Before Turner prize winner and enfant terrible of the modern British art scene Damien Hirst staged his career retrospective at the Tate Modern, art critic Julian Spalding appeared on Channel 4 to encourage the naïve art buyers of the world to abandon Hirst’s work as it would soon be worthless. His thesis on this subject seemed to rest on the assertion that Hirst’s work, including his seemingly endless series of dot paintings and numerous animals pickled in formaldehyde, was not art; it was merely a series of objects that looked like art.
Jonathan Gibbs’s debut novel posits, among many other questions, this point – if it looks like art, is it still art, and if not, what’s the difference?
In the world of Randall, Hirst has long been dead thanks to a deadly combination of alcohol and train, and so the burgeoning Young British Artists movement needs a pioneer. Told partly through the biography of its eponymous lead by close friend Vincent (think Nick Carraway with the self-awareness to know he’s the most boring person in the room), the book follows the rise of Randall’s career, from art school origins to the pinnacle of controversy and wealth.

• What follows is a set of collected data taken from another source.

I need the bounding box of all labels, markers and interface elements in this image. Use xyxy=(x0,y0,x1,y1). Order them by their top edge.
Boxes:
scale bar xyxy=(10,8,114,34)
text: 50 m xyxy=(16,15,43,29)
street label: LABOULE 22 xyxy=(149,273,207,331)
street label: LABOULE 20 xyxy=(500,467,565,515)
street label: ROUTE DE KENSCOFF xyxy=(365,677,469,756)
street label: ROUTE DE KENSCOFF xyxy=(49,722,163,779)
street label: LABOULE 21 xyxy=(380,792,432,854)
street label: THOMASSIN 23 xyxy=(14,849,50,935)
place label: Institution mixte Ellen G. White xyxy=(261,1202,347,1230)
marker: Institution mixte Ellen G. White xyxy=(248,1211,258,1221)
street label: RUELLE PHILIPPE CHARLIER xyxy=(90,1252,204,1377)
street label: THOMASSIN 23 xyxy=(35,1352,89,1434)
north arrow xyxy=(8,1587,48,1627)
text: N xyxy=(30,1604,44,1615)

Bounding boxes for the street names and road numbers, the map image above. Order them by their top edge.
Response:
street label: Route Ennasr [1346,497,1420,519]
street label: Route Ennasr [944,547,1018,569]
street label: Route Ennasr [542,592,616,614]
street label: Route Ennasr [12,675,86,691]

There are two big difficulties with writing a story about a ‘great artist’, particularly a visual one: The first is in ascribing the proper language to describing the magnificent works of art themselves. It’s not enough to just say they’re great. The second is to create something that not only could feasibly be of its time but could elicit the kind of reactions it does in the story. Fortunately, Gibbs has the skill to pull both elements off. Randall’s work is part Hirst, part Koons with a dash of the Chapman brothers for good (and seriously upsetting) measure. The only part where this really falters is in the modern day scenes, where Randall’s secret stash of paintings are discovered. Yes, it would be somewhat shocking to discover the bad boy of modern art had been painting highly detailed pornographic scenes featuring real people, but this is also the world where Jeff Koons made sculptures of himself copulating with his porn star wife and Marina Abramovic masturbated all day under the floorboards. Randall himself makes his name by painting ‘self-portraits’ of people’s used toilet paper, so painting your wife having sex with your friend feels like tame in comparison.
Vincent’s narration is often pompous, peppered with his desperation to remind the reader that he knows lots about art, but he’s also a fascinatingly manipulative man, eager to craft a tale that posits himself as a key figure in history. He’s fully aware of how disposable he is in the grand scheme of things, and admits as much, but wants to make sure his place is cemented, even if it’s only in his own mind.
Randall is, as you can imagine, the most interesting character in the story; a larger than life creation who is well read and passionate about his work but also smart enough to know how to play around with his public reputation. He bluffs his way to the top with bravado and a touch of trolling, and actual talent comes into it somewhere too. The thrill of the chase is far more fulfilling than the end destination, and his disenchantment with the art world he helped create, one fuelled by the deepest pockets and the most ostentatious displays of wealth, feels accurate to the period it’s depicting. His absence from the story is felt deeply, particularly in the final 15% of the book that switches back to the modern day as Vincent and Randall’s widow Justine decide what to do with the newly discovered dirty paintings (although that ending is a real kicker).
I struggle to call Randall satire because for the most part it feels more reminiscent of a dramatization with history, albeit one populated with fake people. You get the feeling Gibbs wishes he’d bought the rights to Hirst’s own life story (Hirst is releasing a memoir soon, although he admits he’s forgotten most of his life). That’s not to say that he hasn’t written a wonderful book; it’s just one that’s almost eerily believable. Digs at the art world and the hangers-on that populate it hit their targets sharply, from descriptions of the rich and famous coming to ‘sit’ for a shit painting to the Qatari royals who just want the most expensive art regardless of its true value. There’s much to gleam from Randall regarding themes of the value of art, the commodification of creativity and the destructive power of wealth, and for the most part they feel organic to the story. They only feel out of place during the 3rd person modern day scenes, particularly a subtle-as-a-brick moment where one character tells the story of Zeuxis and the painted grape. It’s a moment of clunking symbolism that feels unintentionally artificial in a story fuelled by the awareness of it.
Galley Beggar Press, the tiny Norwich based independent publisher, landed the deal of their lives when A Girl Is a Half-Formed Thing landed on their desks, and if there’s any justice in the publishing world, Randall could easily reach similar heights. It’s a baggy book that becomes wildly uneven in the final stretch but remains an intensely readable and fascinating book that dissects the idols, false or otherwise, of the modern art scene with sharpness and a hint of affection. The chances are Hirst would love it.